Retype the records below word for word and omit any image.

■ **Data to process**
───
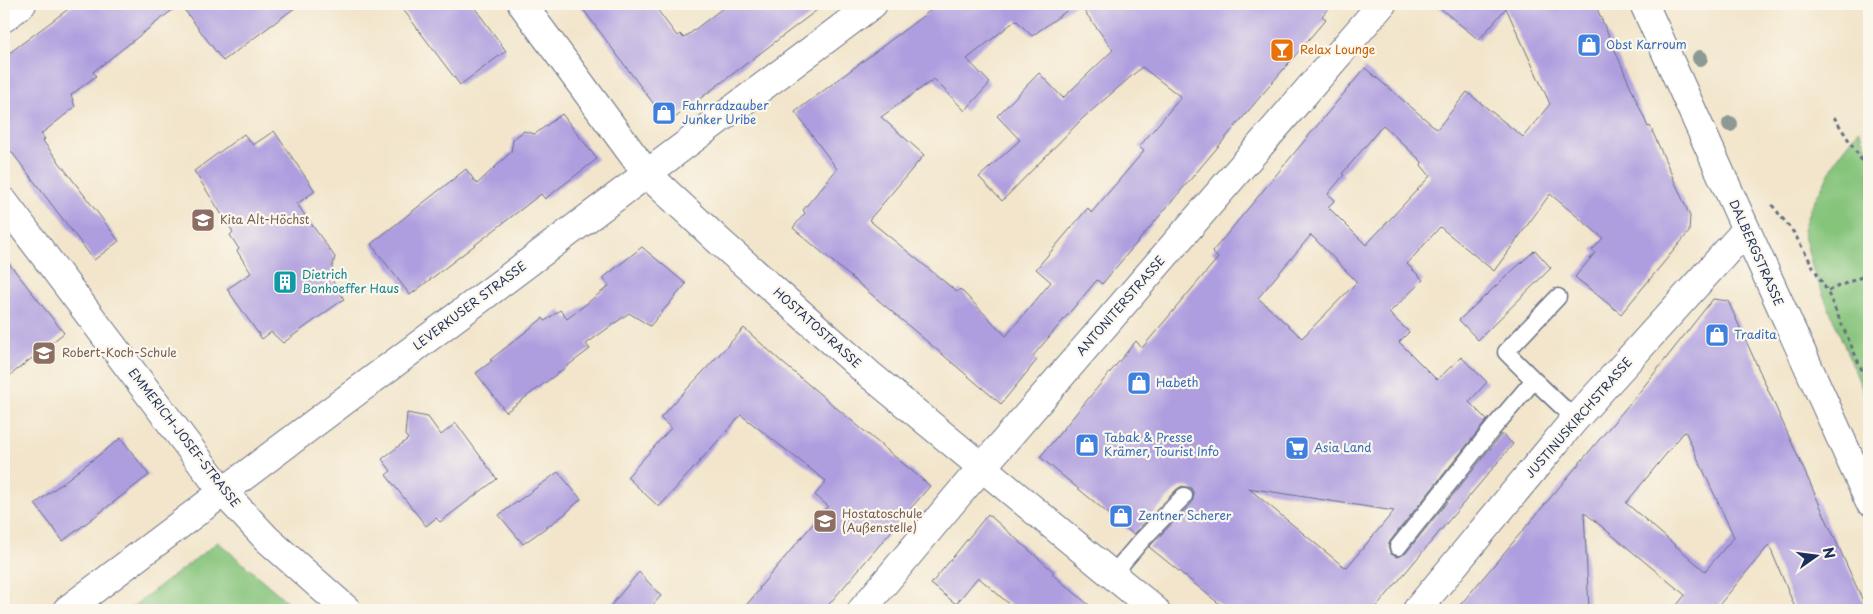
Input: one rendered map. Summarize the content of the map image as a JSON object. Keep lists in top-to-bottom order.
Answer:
{
  "streets": {
    "street": [
      "DALBERGSTRASSE",
      "LEVERKUSER STRASSE",
      "ANTONITERSTRASSE",
      "HOSTATOSTRASSE",
      "JUSTINUSKIRCHSTRASSE",
      "EMMERICH-JOSEF-STRASSE"
    ]
  },
  "crossings": [
    ["DALBERGSTRASSE", "JUSTINUSKIRCHSTRASSE"],
    ["LEVERKUSER STRASSE", "HOSTATOSTRASSE"],
    ["LEVERKUSER STRASSE", "EMMERICH-JOSEF-STRASSE"],
    ["ANTONITERSTRASSE", "HOSTATOSTRASSE"]
  ],
  "places": {
    "shop": [
      "Obst Karroum",
      "Fahrradzauber Junker Uribe",
      "Tradita",
      "Habeth",
      "Tabak & Presse Krämer, Tourist Info",
      "Zentner Scherer"
    ],
    "bar": ["Relax Lounge"],
    "school or university": ["Kita Alt-Höchst", "Robert-Koch-Schule", "Hostatoschule (Außenstelle)"],
    "building": ["Dietrich Bonhoeffer Haus"],
    "supermarket": ["Asia Land"]
  },
  "north": "right"
}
───
■ **Task output**
Input: one rendered map. Summarize the content of the map image as a JSON object. Keep lists in top-to-bottom order.
Answer:
{
  "streets": {
    "street": [
      "DALBERGSTRASSE",
      "LEVERKUSER STRASSE",
      "ANTONITERSTRASSE",
      "HOSTATOSTRASSE",
      "JUSTINUSKIRCHSTRASSE",
      "EMMERICH-JOSEF-STRASSE"
    ]
  },
  "crossings": [
    ["DALBERGSTRASSE", "JUSTINUSKIRCHSTRASSE"],
    ["LEVERKUSER STRASSE", "HOSTATOSTRASSE"],
    ["LEVERKUSER STRASSE", "EMMERICH-JOSEF-STRASSE"],
    ["ANTONITERSTRASSE", "HOSTATOSTRASSE"]
  ],
  "places": {
    "shop": [
      "Obst Karroum",
      "Fahrradzauber Junker Uribe",
      "Tradita",
      "Habeth",
      "Tabak & Presse Krämer, Tourist Info",
      "Zentner Scherer"
    ],
    "bar": ["Relax Lounge"],
    "school or university": ["Kita Alt-Höchst", "Robert-Koch-Schule", "Hostatoschule (Außenstelle)"],
    "building": ["Dietrich Bonhoeffer Haus"],
    "supermarket": ["Asia Land"]
  },
  "north": "right"
}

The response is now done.